The first step of the workflow consists in the creation of a “project” i.e., an archive that will store all the documents (criminal proceedings, remands etc.), the data, the visualizations and the results of the analyses produced during the investigation by both prosecutors and police officers (see Fig. 2).

Step 2: Editing:

The second step includes two different activities carried out using a “MSWord-like” interface The first one, “Document editing”, consists in the drafting of the documents normally produced by the user during the investigative process. The second, “Data Entry”, results into the tagging of the information needed for visualization and analysis. While drafting the document, the user populates a database with the information related both to the criminals subject of the investigation (i.e., personal details, criminal records) and their interactions (i.e., conversations captured by means of wire/environmental tapping). This creates a connection within the project data, as shown in Fig. 2.

Step 3: Analysis:

This step includes two activities variously connected with the analysis of the criminal organization. The first one, “Visual Analysis” consisting in the study the graph depicting the criminal network generated on-the-fly by CrimeMiner. The user explores the structural and functional features of both individuals and groups by applying network analysis algorithms (centrality measures, community detection algorithms, etc.). The second one, that we called “Visual Information Retrieval”, allows the user to interrogate the database containing all the information about ongoing investigation (from personal details and criminal records of suspects to the statistics about trends in the communications between individuals) by simply interacting with the graph.

Fig. 1
figure 1

CrimeMiner integrated workflow

Fig. 2
figure 2

Tagging mechanism: relations between documents and databases in a CrimeMiner Project

Functionalities

The main functionalities provided by CrimeMiner can be summarized as follows.

1. Scaffolding:

The system supports domain experts’ scaffolding and monitors all the activities needed to proceed from drafting to graph visualization and CNA. People working on investigative activities will benefit of this approach being guided (by means of tooltip, online guide, and so on) through the whole process minimizing the errors and maximizing the effectiveness.

2. Document-enhancement:

This functionality aims at overcome the limitations coming from the lack of structured information. Specifically, Document-enhancement allows to give a structure to the content of a document providing all the metadata needed to implement the criminal network analysis and visualization features (Xu and Chen 2005a). It allows not only to generate information ready to be handled with graph visualization and network analysis algorithms, but it also drastically reduce the number of errors in data entry. The adoption of solutions somehow inspired by the Facebook tagging mechanism, allows us to avoid different irregularities like the one deriving, for instance, by the fact that when the same person is mistakenly reported as Jo, Joe, Joseph, this produces three database entities and, consequently, three different nodes on the graph.

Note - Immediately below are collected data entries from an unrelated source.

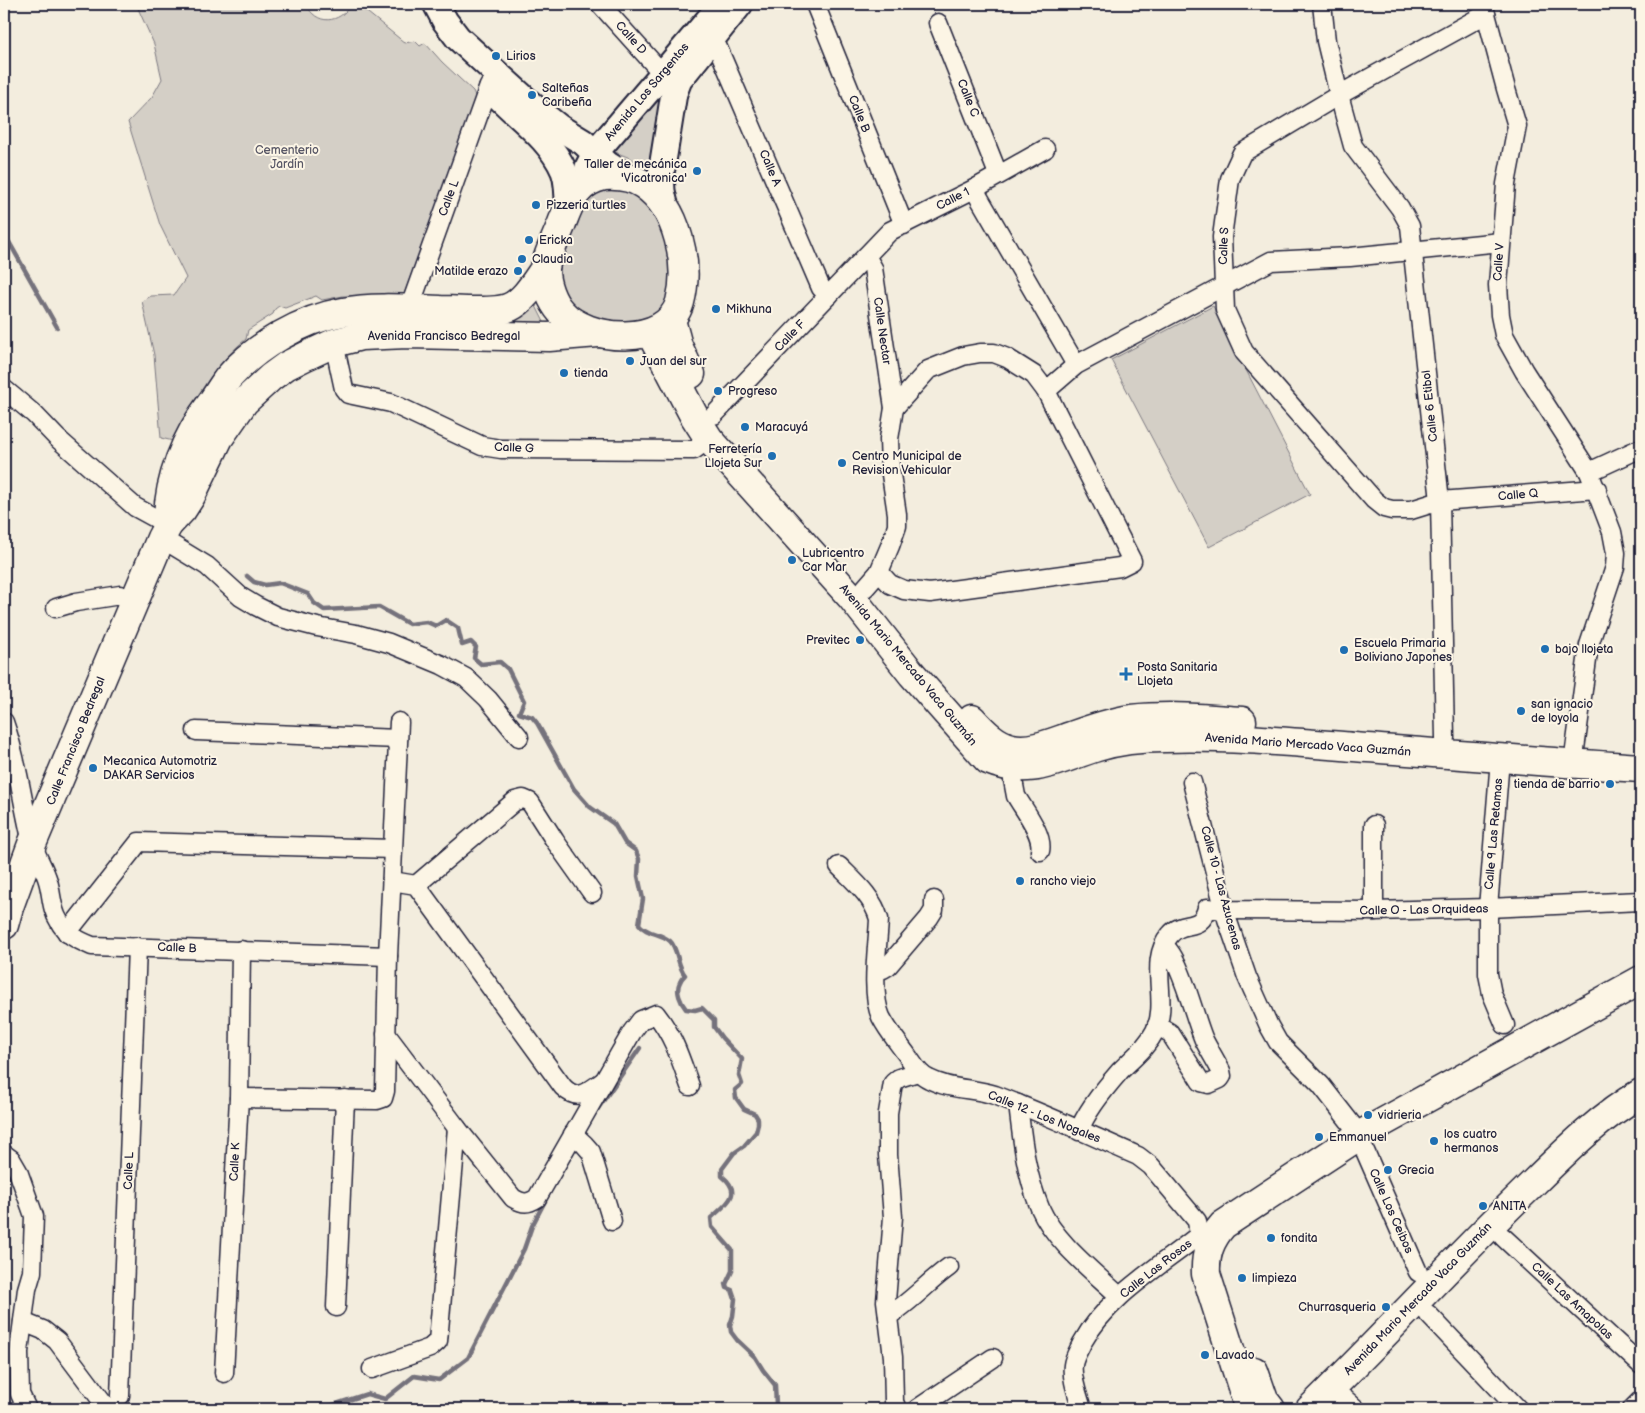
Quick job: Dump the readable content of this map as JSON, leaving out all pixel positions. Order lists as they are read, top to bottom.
{
  "streets": {
    "main road": [
      "Avenida Los Sargentos",
      "Avenida Francisco Bedregal",
      "Avenida Mario Mercado Vaca Guzmán",
      "Calle Francisco Bedregal"
    ],
    "street": [
      "Calle D",
      "Calle C",
      "Calle B",
      "Calle A",
      "Calle L",
      "Calle 1",
      "Calle S",
      "Calle V",
      "Calle Nectar",
      "Calle F",
      "Calle 6 Etibol",
      "Calle G",
      "Calle Q",
      "Calle 9 Las Retamas",
      "Calle 10 - Las Azucenas",
      "Calle O - Las Orquideas",
      "Calle 12 - Los Nogales",
      "Calle K",
      "Calle Los Ceibos",
      "Calle Las Rosas",
      "Calle Las Amapolas"
    ]
  },
  "crossings": [
    ["Calle D", "Avenida Los Sargentos"],
    ["Avenida Los Sargentos", "Calle A"],
    ["Avenida Los Sargentos", "Avenida Francisco Bedregal"],
    ["Avenida Los Sargentos", "Avenida Mario Mercado Vaca Guzmán"],
    ["Calle C", "Calle 1"],
    ["Calle B", "Calle L"],
    ["Calle B", "Calle 1"],
    ["Calle B", "Calle Francisco Bedregal"],
    ["Calle B", "Calle K"],
    ["Calle A", "Calle F"],
    ["Calle L", "Avenida Francisco Bedregal"],
    ["Calle 1", "Calle Nectar"],
    ["Calle 1", "Calle F"],
    ["Calle S", "Calle V"],
    ["Calle S", "Calle 6 Etibol"],
    ["Calle S", "Calle Q"],
    ["Calle V", "Calle Q"],
    ["Calle V", "Avenida Mario Mercado Vaca Guzmán"],
    ["Calle Nectar", "Calle F"],
    ["Avenida Francisco Bedregal", "Calle G"],
    ["Avenida Francisco Bedregal", "Avenida Mario Mercado Vaca Guzmán"],
    ["Avenida Francisco Bedregal", "Calle Francisco Bedregal"],
    ["Calle F", "Calle G"],
    ["Calle F", "Avenida Mario Mercado Vaca Guzmán"],
    ["Calle 6 Etibol", "Calle Q"],
    ["Calle 6 Etibol", "Avenida Mario Mercado Vaca Guzmán"],
    ["Calle G", "Avenida Mario Mercado Vaca Guzmán"],
    ["Avenida Mario Mercado Vaca Guzmán", "Calle 9 Las Retamas"],
    ["Avenida Mario Mercado Vaca Guzmán", "Calle Las Amapolas"],
    ["Calle 9 Las Retamas", "Calle O - Las Orquideas"],
    ["Calle 10 - Las Azucenas", "Calle O - Las Orquideas"],
    ["Calle 10 - Las Azucenas", "Calle Los Ceibos"],
    ["Calle 12 - Los Nogales", "Calle Las Rosas"]
  ],
  "parks": ["Cementerio Jardín"],
  "places": {
    "other": [
      "Lirios",
      "Salteñas Caribeña",
      "Taller de mecánica 'Vicatronica'",
      "Pizzeria turtles",
      "Ericka",
      "Claudia",
      "Matilde erazo",
      "Mikhuna",
      "Juan del sur",
      "tienda",
      "Progreso",
      "Maracuyá",
      "Ferretería Llojeta Sur",
      "Centro Municipal de Revision Vehicular",
      "Lubricentro Car Mar",
      "Previtec",
      "bajo llojeta",
      "Escuela Primaria Boliviano Japones",
      "san ignacio de loyola",
      "Mecanica Automotriz DAKAR Servicios",
      "tienda de barrio",
      "rancho viejo",
      "vidrieria",
      "Emmanuel",
      "los cuatro hermanos",
      "Grecia",
      "ANITA",
      "fondita",
      "limpieza",
      "Churrasqueria",
      "Lavado"
    ],
    "health": ["Posta Sanitaria Llojeta"]
  }
}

As shown in Fig. 3, CrimeMiner provides an advanced editor that, in addition to the traditional word-processing facilities (i.e., the Document Editor), allows the creation of a database (through the forms of what we call Database Editor) containing all relevant information for CNA (e.g. police records and reports etc.). The figure gives an example of how the system highlights tagged people in the document draft. The system helps avoiding errors in data entry by suggesting that the name of a person the user is typing is already available in the database (in the example, the person, anonymized as Node 72, is highlighted in violet). In addition, to allow a check on the correctness of the system’s suggestion, CrimeMiner shows details about that individual (see Fig. 3) by simply clicking on the name.

3. Criminal Network Analysis:

Graph Theory is a powerful mathematical tool very useful in studying relationships between entities. Data currently handled by CrimeMiner consist in people records and phone/environment tappings between two or more of them: people represent the vertices (or nodes) of the graph. Tappings make a relationship between two or more people and so they can be represented as edges in the graph.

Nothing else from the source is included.